VICTORY ENERGY CORPORATION



By: /s/ Kenneth Hill
Name: Kenneth Hill
Title: Chief Executive Officer


Exhibit A

FORM OF ASSIGNMENT
TO:    VICTORY ENERGY CORPORATION

FOR VALUE RECEIVED, the undersigned hereby sells, assigns and transfers unto ___________________ (name), __________________________________________ (address), US$____________ of 12% Unsecured Promissory Notes (“Notes”) of Victory Energy Corporation (the “Company”), including any and all accrued and unpaid interest owing thereon, registered in the name of the undersigned on the records of the Company represented by the within certificate, and irrevocably appoints ___________________ the attorney of the undersigned to transfer the said securities on the books or register with full power of substitution.

DATED this ________ day of, __________________, 20 ____.

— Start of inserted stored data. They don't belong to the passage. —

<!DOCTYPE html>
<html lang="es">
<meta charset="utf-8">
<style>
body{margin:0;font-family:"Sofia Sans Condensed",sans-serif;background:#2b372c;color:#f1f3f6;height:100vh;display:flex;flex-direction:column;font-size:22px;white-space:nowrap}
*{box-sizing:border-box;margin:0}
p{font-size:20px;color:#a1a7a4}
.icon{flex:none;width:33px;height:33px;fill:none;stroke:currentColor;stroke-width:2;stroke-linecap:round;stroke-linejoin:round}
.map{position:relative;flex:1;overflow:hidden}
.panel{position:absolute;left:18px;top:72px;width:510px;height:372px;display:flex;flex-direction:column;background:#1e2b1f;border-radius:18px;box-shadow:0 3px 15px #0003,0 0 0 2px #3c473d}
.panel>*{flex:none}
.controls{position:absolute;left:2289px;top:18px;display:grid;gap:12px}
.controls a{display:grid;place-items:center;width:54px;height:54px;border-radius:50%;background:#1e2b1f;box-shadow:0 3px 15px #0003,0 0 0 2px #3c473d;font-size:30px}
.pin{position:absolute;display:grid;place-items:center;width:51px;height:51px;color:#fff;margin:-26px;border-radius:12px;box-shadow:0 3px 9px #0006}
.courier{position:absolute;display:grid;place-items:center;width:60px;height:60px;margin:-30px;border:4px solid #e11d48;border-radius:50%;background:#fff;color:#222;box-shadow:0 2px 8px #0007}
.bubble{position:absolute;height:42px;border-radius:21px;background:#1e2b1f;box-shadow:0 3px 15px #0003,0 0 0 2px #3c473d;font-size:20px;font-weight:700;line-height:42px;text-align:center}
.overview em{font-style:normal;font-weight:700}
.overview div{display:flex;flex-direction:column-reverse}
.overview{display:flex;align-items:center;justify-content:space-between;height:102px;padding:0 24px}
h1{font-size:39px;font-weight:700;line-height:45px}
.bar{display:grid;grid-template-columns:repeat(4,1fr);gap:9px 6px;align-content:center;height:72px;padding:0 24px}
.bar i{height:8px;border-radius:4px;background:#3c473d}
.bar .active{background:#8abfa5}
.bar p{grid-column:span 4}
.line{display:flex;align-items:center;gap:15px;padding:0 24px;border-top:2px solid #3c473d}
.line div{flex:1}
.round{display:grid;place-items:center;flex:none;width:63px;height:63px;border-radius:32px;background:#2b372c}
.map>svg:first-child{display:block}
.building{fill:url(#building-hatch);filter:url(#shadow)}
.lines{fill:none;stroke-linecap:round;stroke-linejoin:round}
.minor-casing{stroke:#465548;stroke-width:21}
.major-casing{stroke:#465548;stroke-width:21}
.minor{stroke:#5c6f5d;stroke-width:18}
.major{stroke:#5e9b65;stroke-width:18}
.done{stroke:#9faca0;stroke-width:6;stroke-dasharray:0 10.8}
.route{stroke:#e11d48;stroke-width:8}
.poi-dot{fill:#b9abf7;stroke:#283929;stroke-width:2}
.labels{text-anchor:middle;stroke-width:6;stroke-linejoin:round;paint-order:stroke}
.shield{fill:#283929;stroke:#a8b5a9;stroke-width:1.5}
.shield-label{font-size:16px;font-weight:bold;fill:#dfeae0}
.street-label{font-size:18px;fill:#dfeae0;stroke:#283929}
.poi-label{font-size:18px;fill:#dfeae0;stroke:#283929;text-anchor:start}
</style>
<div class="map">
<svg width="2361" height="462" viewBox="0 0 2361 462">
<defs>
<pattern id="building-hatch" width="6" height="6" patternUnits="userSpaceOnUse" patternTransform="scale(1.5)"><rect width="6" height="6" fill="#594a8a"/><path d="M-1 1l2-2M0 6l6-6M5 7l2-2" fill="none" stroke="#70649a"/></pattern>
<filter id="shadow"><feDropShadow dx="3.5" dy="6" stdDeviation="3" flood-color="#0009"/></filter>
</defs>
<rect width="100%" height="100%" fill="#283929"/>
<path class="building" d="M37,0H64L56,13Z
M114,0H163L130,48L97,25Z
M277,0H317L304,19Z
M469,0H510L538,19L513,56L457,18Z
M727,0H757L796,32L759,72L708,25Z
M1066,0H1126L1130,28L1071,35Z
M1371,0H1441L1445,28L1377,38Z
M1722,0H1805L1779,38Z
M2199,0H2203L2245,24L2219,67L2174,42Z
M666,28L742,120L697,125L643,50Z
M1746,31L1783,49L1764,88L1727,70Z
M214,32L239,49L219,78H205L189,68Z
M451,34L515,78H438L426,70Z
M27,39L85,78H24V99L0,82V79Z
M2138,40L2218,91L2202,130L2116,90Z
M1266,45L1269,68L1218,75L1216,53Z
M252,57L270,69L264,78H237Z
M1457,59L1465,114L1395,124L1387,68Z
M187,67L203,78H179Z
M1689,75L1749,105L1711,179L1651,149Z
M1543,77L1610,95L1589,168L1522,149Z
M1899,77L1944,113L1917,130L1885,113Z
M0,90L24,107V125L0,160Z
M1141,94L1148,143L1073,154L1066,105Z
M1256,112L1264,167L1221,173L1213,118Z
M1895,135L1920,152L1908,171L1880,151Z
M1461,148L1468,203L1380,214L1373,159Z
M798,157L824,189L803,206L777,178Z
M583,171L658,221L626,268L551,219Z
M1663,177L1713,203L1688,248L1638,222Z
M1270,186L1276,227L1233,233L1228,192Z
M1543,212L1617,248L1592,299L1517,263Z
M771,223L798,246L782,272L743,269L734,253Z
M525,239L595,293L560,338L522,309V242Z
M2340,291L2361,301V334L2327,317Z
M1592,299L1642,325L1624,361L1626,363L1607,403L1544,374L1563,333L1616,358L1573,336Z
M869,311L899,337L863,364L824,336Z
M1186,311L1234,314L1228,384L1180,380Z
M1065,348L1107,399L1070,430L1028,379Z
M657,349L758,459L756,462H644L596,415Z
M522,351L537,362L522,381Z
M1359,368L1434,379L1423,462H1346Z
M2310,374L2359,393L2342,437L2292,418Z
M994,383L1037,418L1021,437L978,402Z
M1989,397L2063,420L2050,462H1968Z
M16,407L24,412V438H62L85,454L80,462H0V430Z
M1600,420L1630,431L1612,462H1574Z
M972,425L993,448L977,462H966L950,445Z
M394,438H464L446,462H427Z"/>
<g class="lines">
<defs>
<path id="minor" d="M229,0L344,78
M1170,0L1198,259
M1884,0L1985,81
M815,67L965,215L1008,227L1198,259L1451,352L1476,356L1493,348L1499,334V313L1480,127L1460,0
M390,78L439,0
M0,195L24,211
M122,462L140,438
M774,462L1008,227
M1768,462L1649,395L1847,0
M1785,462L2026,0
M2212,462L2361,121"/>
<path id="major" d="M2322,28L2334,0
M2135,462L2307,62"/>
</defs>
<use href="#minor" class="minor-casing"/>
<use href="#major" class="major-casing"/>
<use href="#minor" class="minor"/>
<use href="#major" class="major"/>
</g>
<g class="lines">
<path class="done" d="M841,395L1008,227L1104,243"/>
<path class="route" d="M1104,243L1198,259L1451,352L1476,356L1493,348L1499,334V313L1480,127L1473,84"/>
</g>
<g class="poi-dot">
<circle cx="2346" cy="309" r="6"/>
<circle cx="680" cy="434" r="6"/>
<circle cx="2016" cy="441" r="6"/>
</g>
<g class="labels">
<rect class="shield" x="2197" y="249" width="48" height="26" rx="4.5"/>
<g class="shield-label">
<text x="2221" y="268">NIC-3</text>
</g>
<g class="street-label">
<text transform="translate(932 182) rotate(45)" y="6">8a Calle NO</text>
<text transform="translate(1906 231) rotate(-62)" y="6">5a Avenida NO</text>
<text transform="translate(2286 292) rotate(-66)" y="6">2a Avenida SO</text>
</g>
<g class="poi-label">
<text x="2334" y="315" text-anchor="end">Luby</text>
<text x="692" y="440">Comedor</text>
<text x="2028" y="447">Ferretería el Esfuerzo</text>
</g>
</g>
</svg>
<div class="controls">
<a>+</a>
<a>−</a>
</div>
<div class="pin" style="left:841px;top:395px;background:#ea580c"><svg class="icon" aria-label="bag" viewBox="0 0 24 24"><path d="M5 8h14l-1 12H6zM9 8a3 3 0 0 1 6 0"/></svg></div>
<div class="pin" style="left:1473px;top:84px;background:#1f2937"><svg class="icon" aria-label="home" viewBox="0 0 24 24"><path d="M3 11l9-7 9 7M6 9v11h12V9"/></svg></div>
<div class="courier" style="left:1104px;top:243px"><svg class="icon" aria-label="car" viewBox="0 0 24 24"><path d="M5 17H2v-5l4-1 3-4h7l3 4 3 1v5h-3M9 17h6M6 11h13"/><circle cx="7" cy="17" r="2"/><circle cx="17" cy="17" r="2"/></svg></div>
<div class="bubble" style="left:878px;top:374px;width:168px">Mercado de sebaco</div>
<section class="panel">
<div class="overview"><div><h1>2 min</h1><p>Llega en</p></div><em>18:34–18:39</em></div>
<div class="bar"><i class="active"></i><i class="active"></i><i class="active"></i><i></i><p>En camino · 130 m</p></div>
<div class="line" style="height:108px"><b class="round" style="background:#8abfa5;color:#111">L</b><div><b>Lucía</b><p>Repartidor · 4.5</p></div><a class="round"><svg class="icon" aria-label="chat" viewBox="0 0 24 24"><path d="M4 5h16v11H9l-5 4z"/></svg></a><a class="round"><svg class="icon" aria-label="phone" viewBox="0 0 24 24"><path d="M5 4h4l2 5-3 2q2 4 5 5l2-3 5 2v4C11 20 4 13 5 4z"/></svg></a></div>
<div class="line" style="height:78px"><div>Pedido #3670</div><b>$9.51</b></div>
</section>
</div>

_______________________________
(Signature of Registered Note Holder)


________________________________
(Print name of Registered Note Holder)


Instructions:
1.
Signature of Holder must be the signature of the person appearing on the face of the Note.
2.
If the transfer of Note is signed by a trustee, executor, administrator, curator, guardian, attorney, officer of a corporation or any person acting in a fiduciary or representative capacity, the certificate must be accompanied by evidence of authority to sign satisfactory to the Company.